Go through the material below, noting each line where the string "absolute" appears, and give only the total.

'''

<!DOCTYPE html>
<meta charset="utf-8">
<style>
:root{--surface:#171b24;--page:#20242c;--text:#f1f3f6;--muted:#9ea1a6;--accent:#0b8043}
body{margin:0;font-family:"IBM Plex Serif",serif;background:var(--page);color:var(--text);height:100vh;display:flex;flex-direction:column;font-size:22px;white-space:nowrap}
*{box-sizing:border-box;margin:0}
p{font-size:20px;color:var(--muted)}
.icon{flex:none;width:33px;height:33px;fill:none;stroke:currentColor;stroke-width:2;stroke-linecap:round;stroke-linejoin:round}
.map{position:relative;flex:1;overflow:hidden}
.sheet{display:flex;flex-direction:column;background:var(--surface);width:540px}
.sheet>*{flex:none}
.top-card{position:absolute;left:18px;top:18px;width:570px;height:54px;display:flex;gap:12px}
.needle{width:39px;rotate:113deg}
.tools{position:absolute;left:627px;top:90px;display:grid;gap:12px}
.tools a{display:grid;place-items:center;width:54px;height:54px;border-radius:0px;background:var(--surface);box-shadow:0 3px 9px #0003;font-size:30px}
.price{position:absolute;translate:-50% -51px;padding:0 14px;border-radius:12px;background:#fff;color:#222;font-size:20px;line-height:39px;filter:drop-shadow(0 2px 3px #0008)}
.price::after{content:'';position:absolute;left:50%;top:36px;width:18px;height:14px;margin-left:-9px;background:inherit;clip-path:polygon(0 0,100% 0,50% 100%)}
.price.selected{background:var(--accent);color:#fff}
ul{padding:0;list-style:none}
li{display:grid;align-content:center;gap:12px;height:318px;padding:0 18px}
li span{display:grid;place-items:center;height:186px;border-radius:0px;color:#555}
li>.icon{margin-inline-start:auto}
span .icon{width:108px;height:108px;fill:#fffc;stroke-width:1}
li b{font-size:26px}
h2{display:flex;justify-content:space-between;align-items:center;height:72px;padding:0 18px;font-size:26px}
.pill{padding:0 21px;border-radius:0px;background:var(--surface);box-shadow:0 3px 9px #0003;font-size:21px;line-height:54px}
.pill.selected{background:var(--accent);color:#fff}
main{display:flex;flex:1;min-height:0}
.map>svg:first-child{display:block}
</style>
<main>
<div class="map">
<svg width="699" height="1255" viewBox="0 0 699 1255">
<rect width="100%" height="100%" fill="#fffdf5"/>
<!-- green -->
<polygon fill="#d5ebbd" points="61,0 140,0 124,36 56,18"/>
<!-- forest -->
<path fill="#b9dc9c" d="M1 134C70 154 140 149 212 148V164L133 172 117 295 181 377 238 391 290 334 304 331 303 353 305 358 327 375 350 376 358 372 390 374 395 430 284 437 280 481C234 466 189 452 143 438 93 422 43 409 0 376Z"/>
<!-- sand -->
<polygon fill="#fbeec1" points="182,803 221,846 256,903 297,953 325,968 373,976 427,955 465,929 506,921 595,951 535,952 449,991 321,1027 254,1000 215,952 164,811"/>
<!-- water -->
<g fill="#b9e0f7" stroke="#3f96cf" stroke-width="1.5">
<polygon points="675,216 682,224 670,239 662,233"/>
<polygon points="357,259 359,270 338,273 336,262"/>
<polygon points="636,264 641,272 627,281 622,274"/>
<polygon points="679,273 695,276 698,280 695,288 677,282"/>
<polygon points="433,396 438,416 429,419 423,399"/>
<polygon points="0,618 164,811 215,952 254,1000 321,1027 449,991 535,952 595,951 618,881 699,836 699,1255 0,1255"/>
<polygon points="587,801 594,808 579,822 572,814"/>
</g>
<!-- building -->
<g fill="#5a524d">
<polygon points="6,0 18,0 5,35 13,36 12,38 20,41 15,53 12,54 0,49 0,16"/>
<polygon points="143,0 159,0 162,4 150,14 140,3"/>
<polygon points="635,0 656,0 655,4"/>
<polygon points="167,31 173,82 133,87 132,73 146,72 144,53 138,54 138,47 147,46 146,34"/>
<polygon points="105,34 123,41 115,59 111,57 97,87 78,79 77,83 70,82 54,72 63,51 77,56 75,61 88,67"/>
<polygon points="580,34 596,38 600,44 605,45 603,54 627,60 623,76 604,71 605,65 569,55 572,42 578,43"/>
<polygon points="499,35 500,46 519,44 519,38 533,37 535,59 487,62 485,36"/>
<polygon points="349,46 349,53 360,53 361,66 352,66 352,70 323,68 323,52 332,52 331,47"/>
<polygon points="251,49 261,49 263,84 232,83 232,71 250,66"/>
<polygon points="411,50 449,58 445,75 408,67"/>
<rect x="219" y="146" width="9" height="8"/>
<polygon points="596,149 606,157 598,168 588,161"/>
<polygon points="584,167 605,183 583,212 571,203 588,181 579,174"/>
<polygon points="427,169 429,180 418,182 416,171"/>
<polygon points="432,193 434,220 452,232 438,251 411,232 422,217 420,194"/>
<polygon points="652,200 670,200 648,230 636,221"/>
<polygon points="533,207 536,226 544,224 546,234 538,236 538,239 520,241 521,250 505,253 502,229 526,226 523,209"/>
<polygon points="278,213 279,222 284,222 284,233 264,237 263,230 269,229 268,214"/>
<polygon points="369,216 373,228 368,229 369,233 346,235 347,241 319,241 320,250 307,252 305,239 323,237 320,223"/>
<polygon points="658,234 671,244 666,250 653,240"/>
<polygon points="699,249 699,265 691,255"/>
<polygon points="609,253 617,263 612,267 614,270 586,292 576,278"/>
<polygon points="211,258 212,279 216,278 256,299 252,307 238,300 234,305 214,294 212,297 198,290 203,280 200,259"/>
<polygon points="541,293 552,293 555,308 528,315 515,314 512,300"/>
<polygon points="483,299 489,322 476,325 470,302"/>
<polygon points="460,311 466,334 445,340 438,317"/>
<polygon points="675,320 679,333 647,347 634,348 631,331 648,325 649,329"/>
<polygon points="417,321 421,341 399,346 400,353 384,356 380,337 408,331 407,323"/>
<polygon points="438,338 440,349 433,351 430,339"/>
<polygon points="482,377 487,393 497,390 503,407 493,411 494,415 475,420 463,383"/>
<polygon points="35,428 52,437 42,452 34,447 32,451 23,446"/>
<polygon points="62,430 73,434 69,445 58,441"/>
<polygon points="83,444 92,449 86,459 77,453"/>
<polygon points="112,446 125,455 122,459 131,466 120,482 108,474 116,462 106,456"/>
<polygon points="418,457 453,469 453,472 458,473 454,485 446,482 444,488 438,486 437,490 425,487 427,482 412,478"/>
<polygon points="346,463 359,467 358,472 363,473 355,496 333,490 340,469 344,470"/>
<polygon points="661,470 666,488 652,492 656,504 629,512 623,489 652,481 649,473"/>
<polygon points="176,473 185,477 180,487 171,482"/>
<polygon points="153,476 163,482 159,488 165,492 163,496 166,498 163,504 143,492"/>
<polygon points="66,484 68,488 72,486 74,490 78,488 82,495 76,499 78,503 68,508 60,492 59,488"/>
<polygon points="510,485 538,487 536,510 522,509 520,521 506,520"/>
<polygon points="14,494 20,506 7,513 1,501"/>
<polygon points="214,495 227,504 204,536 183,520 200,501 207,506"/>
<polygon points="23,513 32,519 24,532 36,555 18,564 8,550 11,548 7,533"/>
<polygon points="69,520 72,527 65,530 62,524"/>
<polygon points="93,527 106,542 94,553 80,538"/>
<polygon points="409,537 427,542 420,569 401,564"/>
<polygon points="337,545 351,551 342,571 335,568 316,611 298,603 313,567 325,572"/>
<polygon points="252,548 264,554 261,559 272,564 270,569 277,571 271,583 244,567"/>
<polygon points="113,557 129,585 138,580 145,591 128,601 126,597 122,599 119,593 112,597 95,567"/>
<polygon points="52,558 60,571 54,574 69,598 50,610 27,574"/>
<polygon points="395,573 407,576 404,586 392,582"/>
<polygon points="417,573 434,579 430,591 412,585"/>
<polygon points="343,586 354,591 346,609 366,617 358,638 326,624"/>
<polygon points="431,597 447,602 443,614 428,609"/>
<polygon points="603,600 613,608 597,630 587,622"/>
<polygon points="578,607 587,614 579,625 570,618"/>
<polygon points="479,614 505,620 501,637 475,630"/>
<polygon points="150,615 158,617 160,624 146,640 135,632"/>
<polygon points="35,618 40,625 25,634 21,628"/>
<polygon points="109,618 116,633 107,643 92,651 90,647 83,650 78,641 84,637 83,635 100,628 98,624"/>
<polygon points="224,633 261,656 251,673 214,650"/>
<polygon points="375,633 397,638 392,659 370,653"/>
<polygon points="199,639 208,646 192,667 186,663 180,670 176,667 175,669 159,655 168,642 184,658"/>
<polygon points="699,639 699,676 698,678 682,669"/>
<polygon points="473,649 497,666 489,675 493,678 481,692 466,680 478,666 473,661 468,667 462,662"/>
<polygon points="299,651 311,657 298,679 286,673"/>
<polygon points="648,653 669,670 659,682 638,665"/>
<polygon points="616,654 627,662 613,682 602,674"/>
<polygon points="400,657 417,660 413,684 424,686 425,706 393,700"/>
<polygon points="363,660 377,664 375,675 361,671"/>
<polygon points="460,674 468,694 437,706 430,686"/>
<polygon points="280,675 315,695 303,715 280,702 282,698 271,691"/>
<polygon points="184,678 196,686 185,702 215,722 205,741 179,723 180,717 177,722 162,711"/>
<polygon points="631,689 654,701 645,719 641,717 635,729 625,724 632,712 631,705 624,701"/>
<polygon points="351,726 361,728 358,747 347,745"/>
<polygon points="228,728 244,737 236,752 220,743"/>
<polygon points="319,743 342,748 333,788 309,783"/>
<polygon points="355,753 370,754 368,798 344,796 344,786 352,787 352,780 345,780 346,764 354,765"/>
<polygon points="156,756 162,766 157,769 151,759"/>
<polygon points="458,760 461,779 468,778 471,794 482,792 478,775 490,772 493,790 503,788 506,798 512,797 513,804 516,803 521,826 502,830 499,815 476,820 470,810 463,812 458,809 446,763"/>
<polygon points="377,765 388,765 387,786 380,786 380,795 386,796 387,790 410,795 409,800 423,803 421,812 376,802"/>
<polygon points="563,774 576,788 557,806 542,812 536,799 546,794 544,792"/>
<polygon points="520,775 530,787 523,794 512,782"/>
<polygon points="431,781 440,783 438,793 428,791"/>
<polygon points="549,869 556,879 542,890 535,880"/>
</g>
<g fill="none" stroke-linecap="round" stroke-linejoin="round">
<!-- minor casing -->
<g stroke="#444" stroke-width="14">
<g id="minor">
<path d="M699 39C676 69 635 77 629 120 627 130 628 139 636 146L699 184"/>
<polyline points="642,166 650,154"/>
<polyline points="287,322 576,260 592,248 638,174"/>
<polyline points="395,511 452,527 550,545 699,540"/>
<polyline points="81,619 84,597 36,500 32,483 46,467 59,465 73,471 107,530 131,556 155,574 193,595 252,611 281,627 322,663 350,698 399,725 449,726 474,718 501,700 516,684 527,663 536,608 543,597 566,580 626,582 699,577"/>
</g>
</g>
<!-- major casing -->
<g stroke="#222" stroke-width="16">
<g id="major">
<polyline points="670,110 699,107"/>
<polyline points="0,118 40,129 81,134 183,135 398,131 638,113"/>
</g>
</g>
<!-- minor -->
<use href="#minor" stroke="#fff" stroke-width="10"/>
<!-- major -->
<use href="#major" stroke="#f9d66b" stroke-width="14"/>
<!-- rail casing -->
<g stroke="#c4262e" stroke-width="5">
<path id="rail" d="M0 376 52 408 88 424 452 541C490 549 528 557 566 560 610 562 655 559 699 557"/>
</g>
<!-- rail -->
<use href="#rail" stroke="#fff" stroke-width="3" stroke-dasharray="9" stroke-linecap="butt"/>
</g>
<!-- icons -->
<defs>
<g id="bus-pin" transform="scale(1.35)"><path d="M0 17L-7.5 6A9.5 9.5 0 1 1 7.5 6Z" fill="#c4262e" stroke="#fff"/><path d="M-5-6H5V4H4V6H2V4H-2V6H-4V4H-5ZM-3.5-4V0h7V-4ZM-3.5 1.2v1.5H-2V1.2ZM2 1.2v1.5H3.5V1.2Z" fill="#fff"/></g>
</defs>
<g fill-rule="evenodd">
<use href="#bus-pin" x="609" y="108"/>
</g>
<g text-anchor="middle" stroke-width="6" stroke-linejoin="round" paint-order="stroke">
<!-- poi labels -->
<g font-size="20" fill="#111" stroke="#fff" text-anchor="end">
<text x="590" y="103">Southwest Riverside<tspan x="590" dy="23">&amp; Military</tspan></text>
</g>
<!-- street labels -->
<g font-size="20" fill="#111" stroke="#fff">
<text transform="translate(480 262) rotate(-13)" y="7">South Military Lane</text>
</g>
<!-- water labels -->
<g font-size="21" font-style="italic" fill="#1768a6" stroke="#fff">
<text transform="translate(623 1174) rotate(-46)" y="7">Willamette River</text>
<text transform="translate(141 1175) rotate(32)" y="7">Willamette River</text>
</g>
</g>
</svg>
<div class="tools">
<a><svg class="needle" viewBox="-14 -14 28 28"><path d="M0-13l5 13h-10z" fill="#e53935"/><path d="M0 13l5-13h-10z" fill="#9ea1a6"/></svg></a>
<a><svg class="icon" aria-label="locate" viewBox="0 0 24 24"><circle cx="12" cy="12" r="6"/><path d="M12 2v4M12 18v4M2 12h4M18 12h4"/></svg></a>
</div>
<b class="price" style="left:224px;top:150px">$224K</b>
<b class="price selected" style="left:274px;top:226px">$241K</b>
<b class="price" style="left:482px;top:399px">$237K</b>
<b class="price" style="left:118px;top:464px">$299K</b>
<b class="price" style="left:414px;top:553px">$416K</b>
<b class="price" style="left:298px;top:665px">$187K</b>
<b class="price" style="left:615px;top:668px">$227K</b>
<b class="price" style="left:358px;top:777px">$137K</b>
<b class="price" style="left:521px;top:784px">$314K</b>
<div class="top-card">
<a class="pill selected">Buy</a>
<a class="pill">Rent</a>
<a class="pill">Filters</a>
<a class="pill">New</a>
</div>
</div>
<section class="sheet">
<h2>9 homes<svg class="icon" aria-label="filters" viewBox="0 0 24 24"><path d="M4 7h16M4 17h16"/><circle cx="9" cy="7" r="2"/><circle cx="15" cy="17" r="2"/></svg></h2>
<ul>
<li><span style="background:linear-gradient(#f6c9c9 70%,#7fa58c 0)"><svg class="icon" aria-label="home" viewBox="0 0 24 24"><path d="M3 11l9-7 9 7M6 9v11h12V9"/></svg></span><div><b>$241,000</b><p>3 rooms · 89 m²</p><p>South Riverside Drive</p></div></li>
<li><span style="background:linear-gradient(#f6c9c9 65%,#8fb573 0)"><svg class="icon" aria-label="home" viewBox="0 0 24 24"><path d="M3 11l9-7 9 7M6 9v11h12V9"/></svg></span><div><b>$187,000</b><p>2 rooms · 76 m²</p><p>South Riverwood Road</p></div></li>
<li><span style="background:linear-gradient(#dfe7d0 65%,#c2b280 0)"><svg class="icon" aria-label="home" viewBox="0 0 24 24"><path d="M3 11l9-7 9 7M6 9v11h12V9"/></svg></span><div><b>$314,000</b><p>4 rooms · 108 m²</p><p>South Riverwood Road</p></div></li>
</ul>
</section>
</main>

'''

#### RESPONSE FOR THIS EXERCISE
4